My mother stopped him with her question. “How long?”
“I’m not sure,” my father replied. “I’m going to call Helena in the morning. Talk to the attorney general’s office and see if we can’t get him arraigned in another county. Or maybe I’ll check with Mel, see if we can do it quickly, get bond set—”
Again my mother interrupted him. “What are you going to tell Gloria?”
“Maybe that Frank’s in some trouble. . . .”
“Tell her the truth. She’s going to hear it anyway. Don’t lie to her.”
He nodded gravely but made no move to leave the kitchen.
“Go
now,
Wesley,” urged my mother. “She has a right to know where her husband is.”
My father took out his handkerchief and blew his nose—had he been crying quietly and I hadn’t noticed? He put on his hat and went out the back door.
After a moment he was back, calling me outside. “David, could I see you out here?”
I went out immediately, thinking that now my father was going to tell me, man to man, what Uncle Frank’s offense was.
The rain had almost stopped, and my father was waiting for me along the west side of the house. He stood back under the eaves and seemed to be examining the house’s wood.
“Look here, David.” He pointed to a section of siding. I looked but couldn’t see anything.
“What? ”
“The paint. See how it’s blistered and peeling?” With his fingernail he flicked a small paint chip off the house. “It flakes right off.”
I didn’t understand—was there something I was supposed to have done?

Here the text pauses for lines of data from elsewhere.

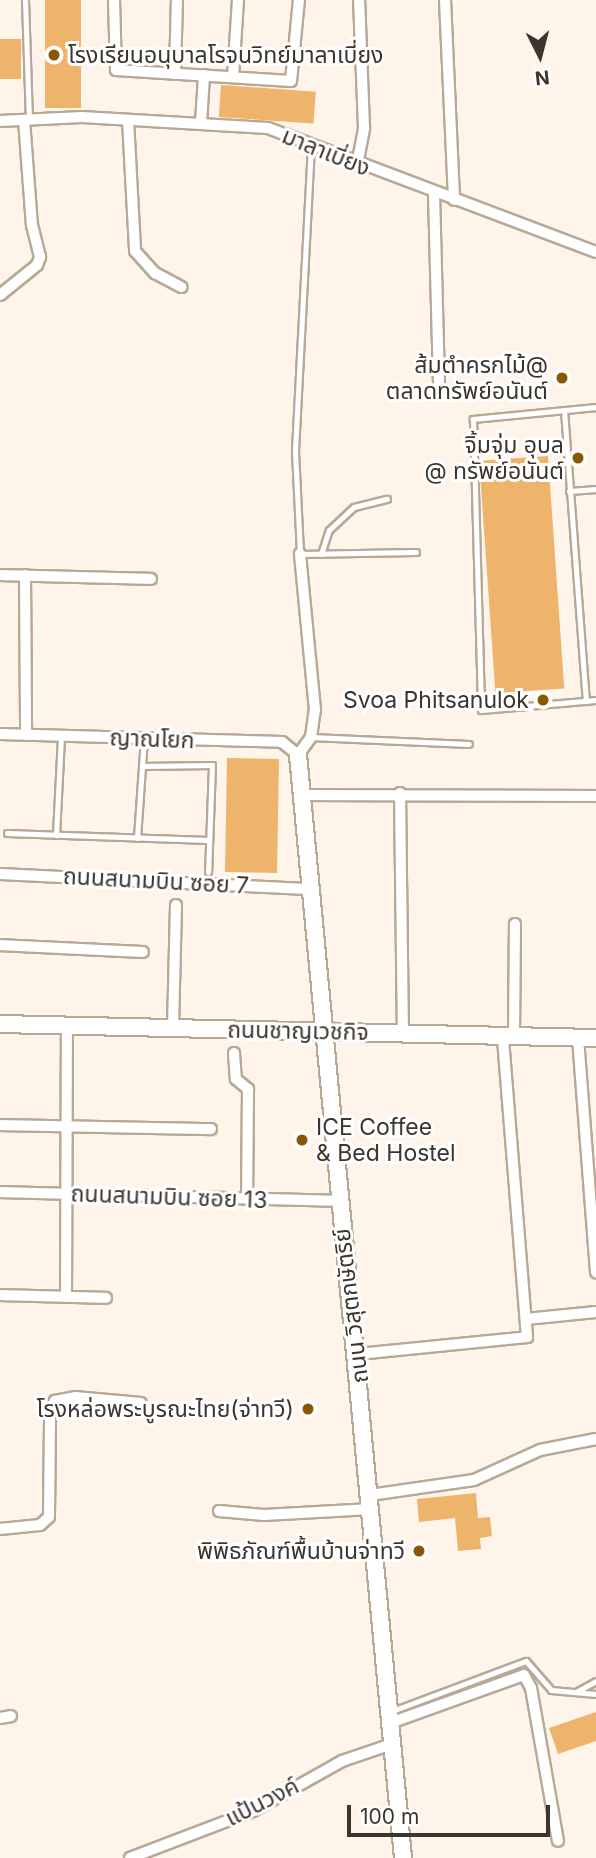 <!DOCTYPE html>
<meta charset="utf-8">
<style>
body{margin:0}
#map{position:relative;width:596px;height:1858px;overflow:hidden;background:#fef4e9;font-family:Inter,"Noto Sans Thai",sans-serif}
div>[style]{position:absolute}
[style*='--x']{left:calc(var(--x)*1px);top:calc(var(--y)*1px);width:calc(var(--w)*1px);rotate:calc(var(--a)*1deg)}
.building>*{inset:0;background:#eeb46c;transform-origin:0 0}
.roads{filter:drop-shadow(2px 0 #b8a997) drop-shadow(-2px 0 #b8a997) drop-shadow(0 2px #b8a997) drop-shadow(0 -2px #b8a997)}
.lane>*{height:5px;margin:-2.5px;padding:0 2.5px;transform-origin:2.5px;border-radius:2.5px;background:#fff}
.street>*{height:10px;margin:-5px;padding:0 5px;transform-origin:5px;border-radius:5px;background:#fff}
.secondary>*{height:16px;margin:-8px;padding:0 8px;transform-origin:8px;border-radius:8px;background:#fff}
.dots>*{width:19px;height:19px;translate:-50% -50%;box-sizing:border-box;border:4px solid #fff;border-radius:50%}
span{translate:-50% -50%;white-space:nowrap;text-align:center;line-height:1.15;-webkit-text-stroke:6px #fff;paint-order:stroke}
.poi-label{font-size:23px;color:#3c352e}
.left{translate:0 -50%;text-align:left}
.right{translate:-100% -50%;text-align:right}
.street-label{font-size:23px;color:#3c352e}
.north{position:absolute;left:505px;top:21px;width:70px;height:70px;-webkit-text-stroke:5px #fff;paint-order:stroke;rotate:174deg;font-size:19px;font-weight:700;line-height:28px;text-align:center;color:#3c352e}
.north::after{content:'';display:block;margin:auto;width:24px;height:32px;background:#3c352e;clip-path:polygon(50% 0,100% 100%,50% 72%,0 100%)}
.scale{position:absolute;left:347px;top:1805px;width:203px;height:32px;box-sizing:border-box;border:4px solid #3c352e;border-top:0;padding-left:9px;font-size:21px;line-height:24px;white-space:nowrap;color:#3c352e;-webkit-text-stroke:5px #fff;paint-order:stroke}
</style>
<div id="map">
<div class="building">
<div style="left:45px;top:0;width:36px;height:108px"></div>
<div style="left:0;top:39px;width:21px;height:40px"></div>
<div style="left:221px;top:85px;width:95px;height:32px;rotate:4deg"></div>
<div style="left:548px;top:456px;width:233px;height:69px;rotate:86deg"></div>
<div style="left:227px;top:758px;width:52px;height:114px;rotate:1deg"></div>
<div style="clip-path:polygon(476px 1493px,478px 1518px,490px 1517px,492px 1536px,480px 1538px,481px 1549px,458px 1551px,455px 1518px,419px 1522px,417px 1499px)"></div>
<div style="clip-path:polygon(596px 1712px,596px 1741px,558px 1754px,549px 1728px)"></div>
</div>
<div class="roads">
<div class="lane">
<div style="--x:25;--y:0;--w:119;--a:88.1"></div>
<div style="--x:311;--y:145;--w:306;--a:93"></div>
<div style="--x:295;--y:451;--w:103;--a:87.2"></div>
<div style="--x:300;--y:554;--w:116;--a:-1"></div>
<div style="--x:596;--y:407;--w:124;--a:174.4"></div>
<div style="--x:473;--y:419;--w:291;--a:88.4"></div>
<div style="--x:481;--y:710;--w:115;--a:-5"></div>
<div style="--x:564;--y:410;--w:292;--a:85.7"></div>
<div style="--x:569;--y:491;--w:27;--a:-4"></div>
<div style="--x:321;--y:554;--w:25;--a:-72"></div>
<div style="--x:329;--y:530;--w:34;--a:-43"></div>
<div style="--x:354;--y:507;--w:34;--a:-14"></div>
<div style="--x:311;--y:737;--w:158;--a:2.5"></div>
<div style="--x:142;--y:766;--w:70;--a:-0.8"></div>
<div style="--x:212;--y:765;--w:107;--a:92.1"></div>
<div style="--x:7;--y:833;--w:202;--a:2"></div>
<div style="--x:56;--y:835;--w:99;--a:-87.1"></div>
<div style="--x:137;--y:838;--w:100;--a:-86"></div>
<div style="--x:576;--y:1692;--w:23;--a:-29"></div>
<div style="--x:392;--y:1711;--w:143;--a:-20.5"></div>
<div style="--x:526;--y:1661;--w:38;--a:49"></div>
<div style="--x:551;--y:1690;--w:45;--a:5.1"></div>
</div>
<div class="street">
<div style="--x:114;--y:0;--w:70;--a:88.4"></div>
<div style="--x:116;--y:70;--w:175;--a:3.6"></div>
<div style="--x:291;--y:81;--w:81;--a:-84.4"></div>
<div style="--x:445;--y:0;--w:200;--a:87.4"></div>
<div style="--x:175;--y:74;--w:74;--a:-88.5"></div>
<div style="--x:233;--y:77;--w:77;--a:-86.3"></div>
<div style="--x:128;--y:120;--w:131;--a:86.9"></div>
<div style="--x:135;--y:251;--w:30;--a:48"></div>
<div style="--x:155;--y:273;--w:30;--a:28"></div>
<div style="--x:0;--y:121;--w:82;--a:-2.8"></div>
<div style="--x:82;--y:117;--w:186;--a:3.4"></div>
<div style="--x:268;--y:128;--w:351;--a:20.7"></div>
<div style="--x:201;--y:123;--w:48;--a:-86.4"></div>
<div style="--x:357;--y:165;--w:38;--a:-79"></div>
<div style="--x:364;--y:128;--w:128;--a:-92.2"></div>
<div style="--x:434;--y:193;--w:189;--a:88.5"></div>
<div style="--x:0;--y:295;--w:48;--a:-39"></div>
<div style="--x:37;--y:265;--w:9;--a:-69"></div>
<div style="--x:40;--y:257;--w:32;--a:-104"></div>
<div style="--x:32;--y:226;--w:106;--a:-94.3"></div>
<div style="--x:0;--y:575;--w:151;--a:1.5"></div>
<div style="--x:25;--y:575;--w:160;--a:89.6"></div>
<div style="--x:0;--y:734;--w:282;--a:1.6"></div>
<div style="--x:282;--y:742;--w:21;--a:39"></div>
<div style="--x:298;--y:755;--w:22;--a:-54"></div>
<div style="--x:311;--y:737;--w:27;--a:-82"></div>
<div style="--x:315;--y:710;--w:157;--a:-95.5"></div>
<div style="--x:400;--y:793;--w:241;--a:89.3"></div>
<div style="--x:303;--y:795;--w:293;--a:0.2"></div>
<div style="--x:0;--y:874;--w:312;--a:2.8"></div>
<div style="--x:0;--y:945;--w:143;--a:2.8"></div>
<div style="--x:173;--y:1028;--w:123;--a:-88.6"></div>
<div style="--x:514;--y:1036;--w:112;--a:-89.5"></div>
<div style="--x:578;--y:1038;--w:235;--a:85.6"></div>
<div style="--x:234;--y:1053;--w:26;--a:86"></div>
<div style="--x:236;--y:1079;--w:16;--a:40"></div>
<div style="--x:248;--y:1089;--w:110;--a:90.5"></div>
<div style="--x:0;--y:1125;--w:211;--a:1.1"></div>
<div style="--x:0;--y:1192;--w:339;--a:1.5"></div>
<div style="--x:0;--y:1295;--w:106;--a:1.6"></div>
<div style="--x:66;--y:1297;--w:271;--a:-89.8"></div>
<div style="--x:526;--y:1319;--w:70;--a:-5.7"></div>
<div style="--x:358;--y:1354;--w:170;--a:-5.7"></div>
<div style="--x:527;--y:1337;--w:302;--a:-94.6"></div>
<div style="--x:370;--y:1495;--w:105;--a:-8.2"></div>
<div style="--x:474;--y:1480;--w:72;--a:-24.4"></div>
<div style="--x:540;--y:1450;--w:57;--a:-11.1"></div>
<div style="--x:219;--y:1511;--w:45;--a:5.1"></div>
<div style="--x:264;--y:1515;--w:107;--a:-3.2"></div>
<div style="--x:0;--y:1529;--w:40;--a:-5.7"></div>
<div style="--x:40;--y:1525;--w:12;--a:-42"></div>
<div style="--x:49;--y:1517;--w:101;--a:-89.4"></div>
<div style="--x:50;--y:1416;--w:16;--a:-72"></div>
<div style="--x:55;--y:1401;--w:20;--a:-11"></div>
<div style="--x:75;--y:1397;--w:66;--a:5.2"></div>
<div style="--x:0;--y:1718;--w:11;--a:-10"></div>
<div style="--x:390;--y:1723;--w:142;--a:-19.7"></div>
<div style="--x:524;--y:1675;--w:15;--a:62"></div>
<div style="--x:531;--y:1688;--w:155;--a:80"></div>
<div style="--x:130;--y:1858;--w:132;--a:-20.9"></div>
<div style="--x:253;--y:1811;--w:102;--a:-29.3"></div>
<div style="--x:342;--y:1761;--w:53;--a:-18.8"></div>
</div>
<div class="secondary">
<div style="--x:298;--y:755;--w:1108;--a:84.56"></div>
<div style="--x:0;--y:1024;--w:596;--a:1.35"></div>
</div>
</div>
<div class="dots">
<div style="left:54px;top:55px;background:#8a5702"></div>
<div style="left:562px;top:378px;background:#8a5702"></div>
<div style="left:578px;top:458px;background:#8a5702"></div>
<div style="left:543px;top:700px;background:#8a5702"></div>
<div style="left:302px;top:1140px;background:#8a5702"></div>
<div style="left:308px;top:1409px;background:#8a5702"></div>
<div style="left:419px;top:1551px;background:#8a5702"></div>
</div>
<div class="poi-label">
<span class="left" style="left:68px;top:55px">โรงเรียนอนุบาลโรจนวิทย์มาลาเบี่ยง</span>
<span class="right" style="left:548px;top:378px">ส้มตำครกไม้@<br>ตลาดทรัพย์อนันต์</span>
<span class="right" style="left:564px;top:458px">จิ้มจุ่ม อุบล<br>@ ทรัพย์อนันต์</span>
<span class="right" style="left:529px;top:700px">Svoa Phitsanulok</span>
<span class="left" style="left:316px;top:1140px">ICE Coffee<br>&amp; Bed Hostel</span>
<span class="right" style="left:294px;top:1409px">โรงหล่อพระบูรณะไทย(จ่าทวี)</span>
<span class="right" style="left:405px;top:1551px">พิพิธภัณฑ์พื้นบ้านจ่าทวี</span>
</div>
<div class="street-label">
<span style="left:326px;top:152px;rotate:22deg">มาลาเบี่ยง</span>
<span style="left:152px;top:739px;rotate:2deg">ญาณโยก</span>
<span style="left:156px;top:881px;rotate:3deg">ถนนสนามบิน ซอย 7</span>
<span style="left:298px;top:1031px;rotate:1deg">ถนนชาญเวชกิจ</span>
<span style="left:169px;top:1197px;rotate:2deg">ถนนสนามบิน ซอย 13</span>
<span style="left:351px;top:1306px;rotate:-97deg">ถนน วิสุตกษัตริย์</span>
<span style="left:262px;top:1802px;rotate:-27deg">แป้นวงค์</span>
</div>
<div class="north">N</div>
<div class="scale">100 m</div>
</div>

“We’re going to have to paint the house,” he said. “But before we do, we’re going to have to scrape it and sand it right down to bare wood. Then prime it good before we paint it. And we might have to put two coats on.” He picked off another paint chip. “It’s going to be hard work. Think you’re up to it?”
“I think so.”
He looked closely at me as if he were inspecting me for signs of peeling, chipping, or flaking. I must have passed inspection, because he clapped me on the shoulder and said, “I think so too. As soon as we get this business with your uncle straightened out, you and I are going to tackle this job.” Was this another of his promises—like a trip to Yellowstone—to make me feel better? Was this the best he could do?
Then, as if it really were houses and paint that he wanted to talk about, he turned back to the wall. “Though if it was up to me, I’d probably just let it go. Let it go right down to bare wood. If I had my way, I’d let every house in town go. Let the sun bake ‘em and the north wind freeze ‘em until there isn’t a house in town with a spot of paint on it. You’d see this town from a distance and it would look like nothing but fire-wood and gray stone. And maybe you’d keep right on moving because it looked like nothing was living here. Paint. Fresh paint. That’s how you find life and civilization. Women come and they want fresh paint.” He looked up at the eaves and gutters, judging perhaps how tall a ladder we’d need. Then he rapped sharply on the wall, three quick knocks to warn it that Wesley Hayden and his son were coming with scrapers, sandpaper, paintbrushes, and white paint, paint whiter than any bones bleaching out there on the Montana prairie.